You can blame me if you want to. I know it’s my fault for losing the people I loved most. I know I’m terrible at being a friend. And you can blame me for being weak and giving up too. But I just can’t do this forever. My mind wasn’t well to begin with. NORMAL life had been difficult. But this? This life where I can never do anything I love and I will always be alone? This is impossible. I can’t keep torturing myself by fighting a losing battle. It’s not fair to me.
So I make my final decision on April 30th. And it seems extremely likely that I’ll decide it’s time to stop. Unless something miraculous were to happen that involved becoming free again and my friends forgiving my stupid terrible self, I’m going to shut down entirely. Especially because my birthday is in may, and I don’t want to have to be reminded again of what I’ve lost.
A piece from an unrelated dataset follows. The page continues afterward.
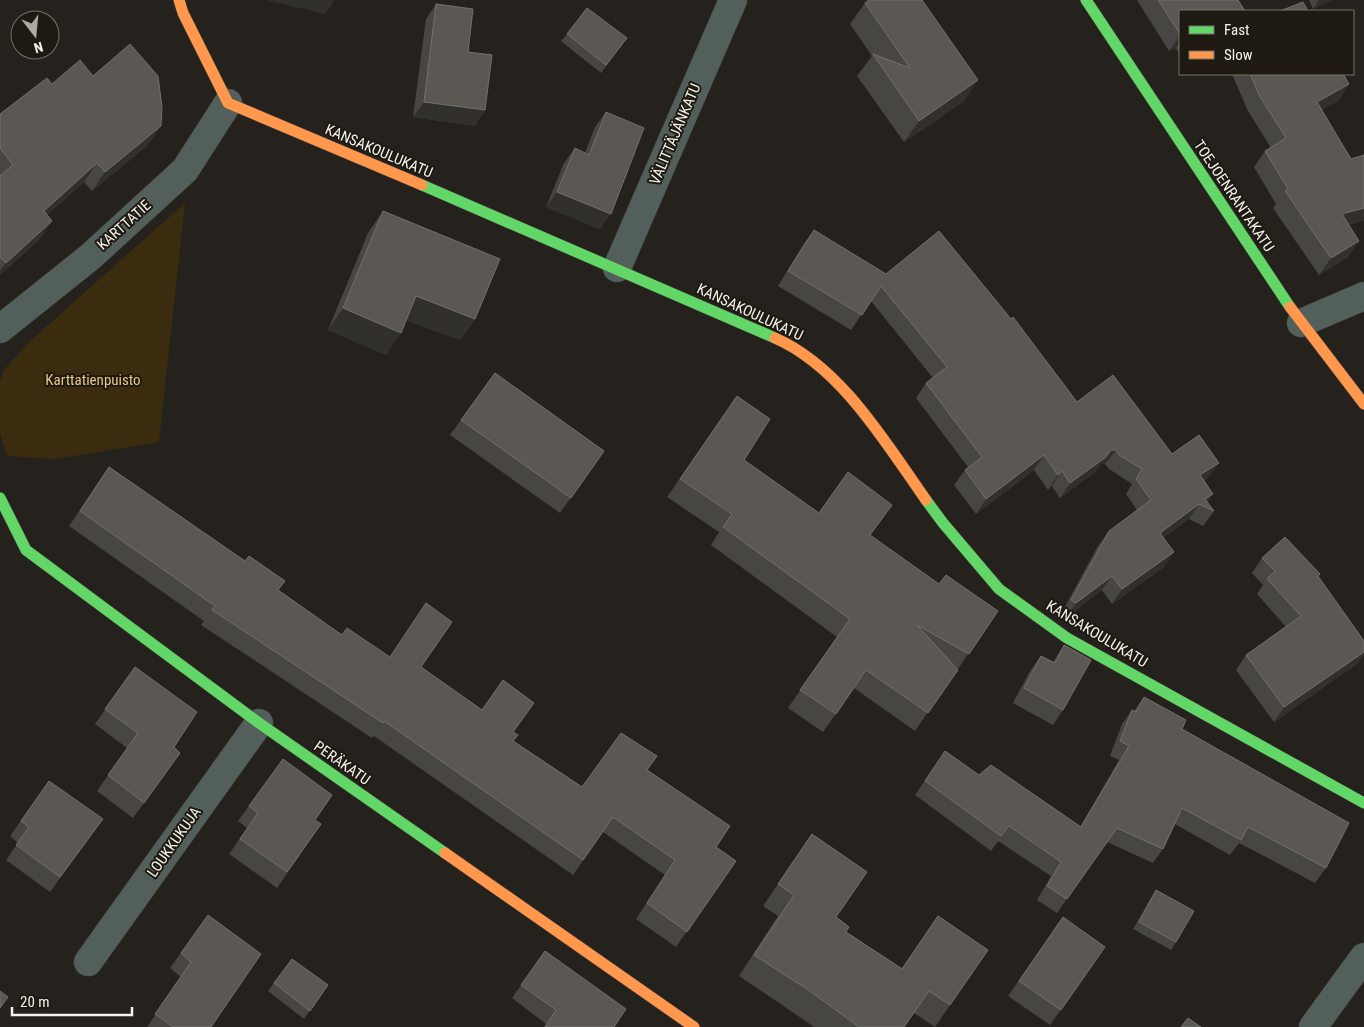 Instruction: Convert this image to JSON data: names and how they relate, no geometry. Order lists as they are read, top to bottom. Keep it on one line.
{"streets":{"street":["VÄLITTÄJÄNKATU","KANSAKOULUKATU","TOEJOENRANTAKATU","KARTTATIE","PERÄKATU","LOUKKUKUJA"]},"crossings":[["VÄLITTÄJÄNKATU","KANSAKOULUKATU"],["KANSAKOULUKATU","KARTTATIE"],["PERÄKATU","LOUKKUKUJA"]],"parks":["Karttatienpuisto"],"legend":["Fast","Slow"],"scale_bar":"20 m","north":"bottom"}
I’m sorry it has to come to this. But I’m tired. I can’t fight forever. I’m not well. The only reason I made it as far as I did was because of the help of my beloved friends and family. But now they’re gone and things just keep getting worse.
I hope you all remember how amazing you all are and how much each and every one of you meant to me. Please don’t take my failure as a reason to give up on yourselves. Hate me if you wish, but never forget that I believe in you all.
I might say something again at April’s end. I might not. Writing this hurts a lot. But I was willing to do it because I think you all deserve to know what happened to me.
I wish you all the best.
-Madeline
(A.k.a. Frillythingy, Coffee Fueled Author)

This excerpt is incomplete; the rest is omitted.